(Data items)
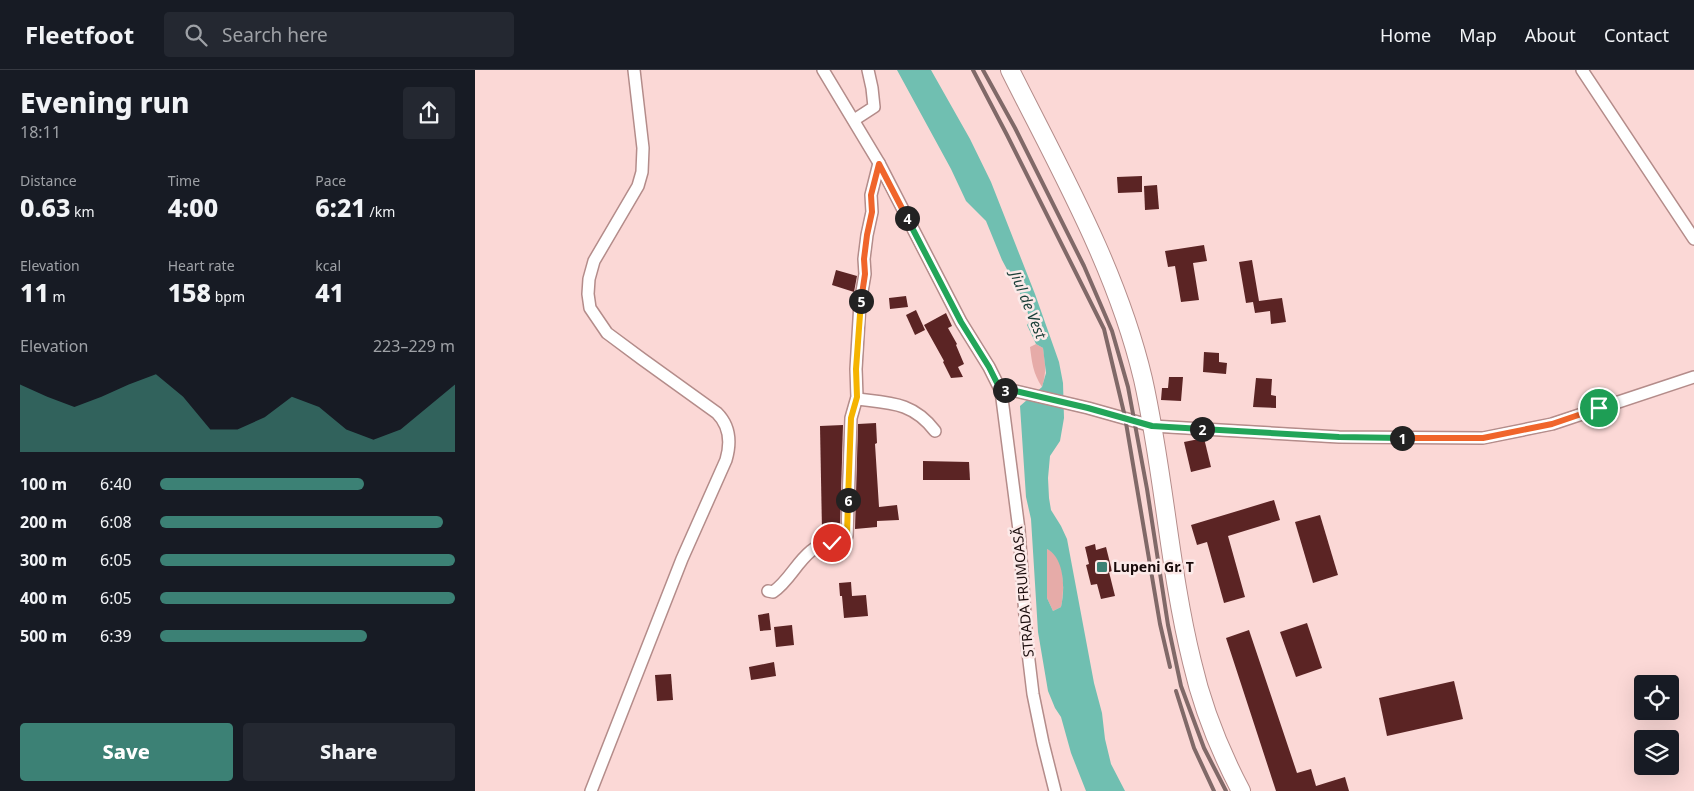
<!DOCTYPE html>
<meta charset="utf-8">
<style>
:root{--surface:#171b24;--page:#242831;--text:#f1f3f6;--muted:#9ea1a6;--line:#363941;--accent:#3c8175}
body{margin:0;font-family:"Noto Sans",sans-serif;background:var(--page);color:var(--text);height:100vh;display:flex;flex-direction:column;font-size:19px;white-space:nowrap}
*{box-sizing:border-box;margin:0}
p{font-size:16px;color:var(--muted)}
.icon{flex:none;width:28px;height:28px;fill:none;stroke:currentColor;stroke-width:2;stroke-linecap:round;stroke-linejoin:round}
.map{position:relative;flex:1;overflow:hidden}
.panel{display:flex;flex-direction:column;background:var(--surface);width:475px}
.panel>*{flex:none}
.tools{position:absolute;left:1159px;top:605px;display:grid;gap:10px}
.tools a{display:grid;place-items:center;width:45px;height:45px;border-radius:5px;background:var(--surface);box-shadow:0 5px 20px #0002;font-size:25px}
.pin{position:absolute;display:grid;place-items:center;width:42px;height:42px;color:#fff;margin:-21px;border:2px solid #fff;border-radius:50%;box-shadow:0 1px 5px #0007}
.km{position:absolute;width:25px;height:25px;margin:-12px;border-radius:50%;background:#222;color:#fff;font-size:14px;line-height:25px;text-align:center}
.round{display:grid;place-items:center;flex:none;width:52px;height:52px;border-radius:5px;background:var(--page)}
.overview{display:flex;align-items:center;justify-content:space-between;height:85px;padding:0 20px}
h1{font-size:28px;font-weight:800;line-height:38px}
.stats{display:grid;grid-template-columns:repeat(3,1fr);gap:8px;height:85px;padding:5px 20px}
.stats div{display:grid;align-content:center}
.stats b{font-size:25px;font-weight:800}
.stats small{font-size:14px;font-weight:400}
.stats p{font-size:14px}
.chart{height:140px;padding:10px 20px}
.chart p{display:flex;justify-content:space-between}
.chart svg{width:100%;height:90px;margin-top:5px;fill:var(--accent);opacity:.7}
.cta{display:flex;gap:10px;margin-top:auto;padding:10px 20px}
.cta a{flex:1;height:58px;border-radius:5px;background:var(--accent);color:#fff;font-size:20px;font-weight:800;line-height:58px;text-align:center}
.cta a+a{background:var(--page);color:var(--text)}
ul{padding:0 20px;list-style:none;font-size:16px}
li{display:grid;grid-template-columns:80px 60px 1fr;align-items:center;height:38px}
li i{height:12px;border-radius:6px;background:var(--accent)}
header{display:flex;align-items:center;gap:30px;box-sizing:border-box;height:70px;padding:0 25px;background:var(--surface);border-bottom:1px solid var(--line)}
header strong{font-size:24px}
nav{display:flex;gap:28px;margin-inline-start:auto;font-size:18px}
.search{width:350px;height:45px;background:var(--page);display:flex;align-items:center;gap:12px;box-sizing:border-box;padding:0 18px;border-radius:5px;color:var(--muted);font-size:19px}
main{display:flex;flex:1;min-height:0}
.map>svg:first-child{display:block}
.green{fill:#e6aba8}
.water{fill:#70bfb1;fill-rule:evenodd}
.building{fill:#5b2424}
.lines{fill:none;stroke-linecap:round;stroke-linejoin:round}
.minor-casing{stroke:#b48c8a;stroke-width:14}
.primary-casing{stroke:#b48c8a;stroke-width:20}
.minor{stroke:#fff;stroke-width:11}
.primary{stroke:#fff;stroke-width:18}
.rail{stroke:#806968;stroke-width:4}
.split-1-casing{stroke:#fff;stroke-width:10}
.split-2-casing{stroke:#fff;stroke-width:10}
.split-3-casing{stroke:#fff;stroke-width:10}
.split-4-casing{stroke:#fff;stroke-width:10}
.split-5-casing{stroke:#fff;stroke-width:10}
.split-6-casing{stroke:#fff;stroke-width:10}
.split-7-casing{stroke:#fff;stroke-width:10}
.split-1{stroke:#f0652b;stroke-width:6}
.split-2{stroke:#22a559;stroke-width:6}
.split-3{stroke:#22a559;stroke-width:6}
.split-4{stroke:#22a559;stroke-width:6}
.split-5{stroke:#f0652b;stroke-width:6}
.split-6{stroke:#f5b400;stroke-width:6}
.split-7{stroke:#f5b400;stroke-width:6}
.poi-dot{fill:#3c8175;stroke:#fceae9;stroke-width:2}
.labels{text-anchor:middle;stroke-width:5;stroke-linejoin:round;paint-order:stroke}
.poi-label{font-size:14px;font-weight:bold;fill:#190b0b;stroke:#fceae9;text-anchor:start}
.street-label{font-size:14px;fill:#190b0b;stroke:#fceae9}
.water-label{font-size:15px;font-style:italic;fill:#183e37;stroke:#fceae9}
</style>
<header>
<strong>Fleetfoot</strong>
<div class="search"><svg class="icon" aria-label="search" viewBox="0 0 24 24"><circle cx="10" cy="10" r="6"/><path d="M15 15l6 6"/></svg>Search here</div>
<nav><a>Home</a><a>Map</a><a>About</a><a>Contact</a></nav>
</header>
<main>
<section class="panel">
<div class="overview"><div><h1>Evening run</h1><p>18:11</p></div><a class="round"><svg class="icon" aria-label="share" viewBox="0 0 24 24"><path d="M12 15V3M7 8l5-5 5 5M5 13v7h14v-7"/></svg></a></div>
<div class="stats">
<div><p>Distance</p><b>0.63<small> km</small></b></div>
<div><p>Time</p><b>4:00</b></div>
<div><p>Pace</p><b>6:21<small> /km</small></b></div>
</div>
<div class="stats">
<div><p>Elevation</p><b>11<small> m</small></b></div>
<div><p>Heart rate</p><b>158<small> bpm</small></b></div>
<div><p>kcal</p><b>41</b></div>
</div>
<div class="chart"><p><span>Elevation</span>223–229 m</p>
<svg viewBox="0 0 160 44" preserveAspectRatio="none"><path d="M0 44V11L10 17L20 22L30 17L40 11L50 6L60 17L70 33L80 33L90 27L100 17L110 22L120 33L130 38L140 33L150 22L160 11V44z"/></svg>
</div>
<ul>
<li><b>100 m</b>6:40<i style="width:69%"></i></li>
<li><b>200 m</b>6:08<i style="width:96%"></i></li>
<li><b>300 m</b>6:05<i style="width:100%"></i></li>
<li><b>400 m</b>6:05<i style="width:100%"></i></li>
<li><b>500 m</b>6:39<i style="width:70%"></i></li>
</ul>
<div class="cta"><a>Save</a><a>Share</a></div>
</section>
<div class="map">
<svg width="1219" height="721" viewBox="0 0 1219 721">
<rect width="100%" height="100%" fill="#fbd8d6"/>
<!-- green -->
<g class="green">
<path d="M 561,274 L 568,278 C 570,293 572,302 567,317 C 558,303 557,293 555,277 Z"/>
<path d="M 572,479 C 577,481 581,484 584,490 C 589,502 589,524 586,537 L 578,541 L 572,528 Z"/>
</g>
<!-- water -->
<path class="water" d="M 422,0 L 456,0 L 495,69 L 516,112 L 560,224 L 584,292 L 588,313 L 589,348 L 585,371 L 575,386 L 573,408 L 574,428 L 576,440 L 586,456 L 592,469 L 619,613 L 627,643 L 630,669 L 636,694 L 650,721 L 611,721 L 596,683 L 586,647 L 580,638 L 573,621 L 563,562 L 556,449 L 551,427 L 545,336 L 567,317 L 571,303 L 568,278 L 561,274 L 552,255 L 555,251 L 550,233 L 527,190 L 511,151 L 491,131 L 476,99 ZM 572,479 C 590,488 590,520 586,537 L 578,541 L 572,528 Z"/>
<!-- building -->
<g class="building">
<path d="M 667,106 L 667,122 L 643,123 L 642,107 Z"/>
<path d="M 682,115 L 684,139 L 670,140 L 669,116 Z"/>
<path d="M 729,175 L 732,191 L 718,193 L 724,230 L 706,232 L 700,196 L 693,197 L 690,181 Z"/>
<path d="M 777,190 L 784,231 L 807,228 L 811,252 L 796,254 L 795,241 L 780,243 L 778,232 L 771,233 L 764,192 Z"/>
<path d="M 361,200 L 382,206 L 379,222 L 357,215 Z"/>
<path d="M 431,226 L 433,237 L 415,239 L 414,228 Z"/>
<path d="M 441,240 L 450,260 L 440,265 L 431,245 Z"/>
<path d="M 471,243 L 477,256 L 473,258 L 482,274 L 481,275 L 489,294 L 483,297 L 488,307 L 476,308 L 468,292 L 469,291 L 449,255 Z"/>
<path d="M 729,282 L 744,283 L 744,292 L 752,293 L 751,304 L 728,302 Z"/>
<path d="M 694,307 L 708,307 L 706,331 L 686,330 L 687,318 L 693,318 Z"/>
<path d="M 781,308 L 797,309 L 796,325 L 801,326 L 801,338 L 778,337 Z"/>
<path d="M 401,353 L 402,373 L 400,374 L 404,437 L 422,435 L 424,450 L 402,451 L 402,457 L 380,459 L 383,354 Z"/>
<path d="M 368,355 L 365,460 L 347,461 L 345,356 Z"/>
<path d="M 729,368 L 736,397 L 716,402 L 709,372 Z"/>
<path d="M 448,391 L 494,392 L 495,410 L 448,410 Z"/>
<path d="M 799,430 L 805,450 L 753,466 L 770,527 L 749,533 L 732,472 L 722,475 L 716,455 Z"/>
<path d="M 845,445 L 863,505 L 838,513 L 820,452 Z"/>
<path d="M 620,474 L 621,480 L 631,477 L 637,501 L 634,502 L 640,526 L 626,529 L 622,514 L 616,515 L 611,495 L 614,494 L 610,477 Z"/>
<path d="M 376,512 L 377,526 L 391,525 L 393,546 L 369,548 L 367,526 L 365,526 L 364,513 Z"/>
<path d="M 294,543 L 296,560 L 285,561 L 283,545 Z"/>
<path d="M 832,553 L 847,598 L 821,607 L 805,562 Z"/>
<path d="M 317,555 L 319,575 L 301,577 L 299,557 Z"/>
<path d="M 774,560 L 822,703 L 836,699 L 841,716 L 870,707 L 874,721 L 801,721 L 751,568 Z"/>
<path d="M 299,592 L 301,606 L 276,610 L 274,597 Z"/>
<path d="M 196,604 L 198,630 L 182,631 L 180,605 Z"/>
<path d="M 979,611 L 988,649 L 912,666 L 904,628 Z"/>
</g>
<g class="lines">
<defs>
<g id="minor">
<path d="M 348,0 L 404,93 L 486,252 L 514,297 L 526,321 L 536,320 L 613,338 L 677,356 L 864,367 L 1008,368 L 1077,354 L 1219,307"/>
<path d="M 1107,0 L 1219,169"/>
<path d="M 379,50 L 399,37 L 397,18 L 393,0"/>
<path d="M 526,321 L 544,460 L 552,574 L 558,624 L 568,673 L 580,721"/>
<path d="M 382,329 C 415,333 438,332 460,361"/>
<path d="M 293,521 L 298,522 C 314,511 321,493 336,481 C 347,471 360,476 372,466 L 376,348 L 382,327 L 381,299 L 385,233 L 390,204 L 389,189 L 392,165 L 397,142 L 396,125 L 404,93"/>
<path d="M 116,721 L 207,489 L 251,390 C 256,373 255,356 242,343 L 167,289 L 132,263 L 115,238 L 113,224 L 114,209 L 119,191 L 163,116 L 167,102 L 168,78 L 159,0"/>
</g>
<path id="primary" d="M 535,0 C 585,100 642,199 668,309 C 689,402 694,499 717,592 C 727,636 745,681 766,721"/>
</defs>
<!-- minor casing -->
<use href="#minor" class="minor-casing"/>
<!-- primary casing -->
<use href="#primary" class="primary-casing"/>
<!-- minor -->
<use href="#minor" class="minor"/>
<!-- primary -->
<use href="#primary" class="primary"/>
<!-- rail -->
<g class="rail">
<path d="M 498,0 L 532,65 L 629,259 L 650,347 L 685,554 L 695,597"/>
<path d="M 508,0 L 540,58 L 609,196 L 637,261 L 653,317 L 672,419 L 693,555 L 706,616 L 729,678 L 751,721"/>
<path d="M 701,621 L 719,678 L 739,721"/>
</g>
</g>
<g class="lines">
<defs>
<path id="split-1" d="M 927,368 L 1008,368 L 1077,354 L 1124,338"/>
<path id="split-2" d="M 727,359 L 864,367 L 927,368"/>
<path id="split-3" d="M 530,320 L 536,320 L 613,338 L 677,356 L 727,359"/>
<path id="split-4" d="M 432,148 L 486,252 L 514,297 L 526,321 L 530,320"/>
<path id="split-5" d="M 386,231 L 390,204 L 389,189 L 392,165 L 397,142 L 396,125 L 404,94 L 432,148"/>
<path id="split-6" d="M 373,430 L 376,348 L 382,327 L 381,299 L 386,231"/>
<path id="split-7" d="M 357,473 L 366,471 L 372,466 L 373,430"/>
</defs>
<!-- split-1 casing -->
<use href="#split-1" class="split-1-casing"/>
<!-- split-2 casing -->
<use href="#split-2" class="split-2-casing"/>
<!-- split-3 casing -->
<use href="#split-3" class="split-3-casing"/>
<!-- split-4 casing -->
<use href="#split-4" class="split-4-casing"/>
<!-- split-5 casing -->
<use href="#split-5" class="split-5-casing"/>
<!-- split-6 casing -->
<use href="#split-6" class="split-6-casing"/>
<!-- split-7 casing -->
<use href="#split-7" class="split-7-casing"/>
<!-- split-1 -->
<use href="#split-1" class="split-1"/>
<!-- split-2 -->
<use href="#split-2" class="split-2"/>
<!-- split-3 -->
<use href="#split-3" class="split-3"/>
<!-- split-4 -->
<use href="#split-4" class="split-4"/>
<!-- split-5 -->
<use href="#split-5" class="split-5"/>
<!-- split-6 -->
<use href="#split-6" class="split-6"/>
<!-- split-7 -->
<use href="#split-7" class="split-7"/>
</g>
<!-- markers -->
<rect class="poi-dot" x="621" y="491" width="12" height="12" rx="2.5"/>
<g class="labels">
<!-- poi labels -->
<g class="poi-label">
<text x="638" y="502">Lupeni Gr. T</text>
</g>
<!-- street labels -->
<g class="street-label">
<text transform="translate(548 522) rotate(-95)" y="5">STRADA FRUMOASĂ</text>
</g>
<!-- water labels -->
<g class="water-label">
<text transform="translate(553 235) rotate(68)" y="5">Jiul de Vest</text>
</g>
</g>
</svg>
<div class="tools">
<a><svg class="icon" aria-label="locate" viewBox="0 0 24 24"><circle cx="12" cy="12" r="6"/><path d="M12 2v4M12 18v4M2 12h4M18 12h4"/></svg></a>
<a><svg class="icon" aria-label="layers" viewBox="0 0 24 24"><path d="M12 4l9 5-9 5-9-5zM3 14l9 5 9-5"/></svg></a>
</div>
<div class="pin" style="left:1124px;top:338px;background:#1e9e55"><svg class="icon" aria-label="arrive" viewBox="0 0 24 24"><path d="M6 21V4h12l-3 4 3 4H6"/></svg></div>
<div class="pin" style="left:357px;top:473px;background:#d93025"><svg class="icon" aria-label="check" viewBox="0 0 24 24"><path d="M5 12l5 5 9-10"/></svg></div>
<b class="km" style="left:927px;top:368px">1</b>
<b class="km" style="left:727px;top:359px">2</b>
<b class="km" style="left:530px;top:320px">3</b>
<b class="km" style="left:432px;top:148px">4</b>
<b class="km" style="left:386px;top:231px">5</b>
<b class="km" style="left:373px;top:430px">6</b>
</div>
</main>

> **About this task**:
Show me all lines in the records that contain "tools".

> **Answer to this problem**:
.tools{position:absolute;left:1159px;top:605px;display:grid;gap:10px}
.tools a{display:grid;place-items:center;width:45px;height:45px;border-radius:5px;background:var(--surface);box-shadow:0 5px 20px #0002;font-size:25px}
<div class="tools">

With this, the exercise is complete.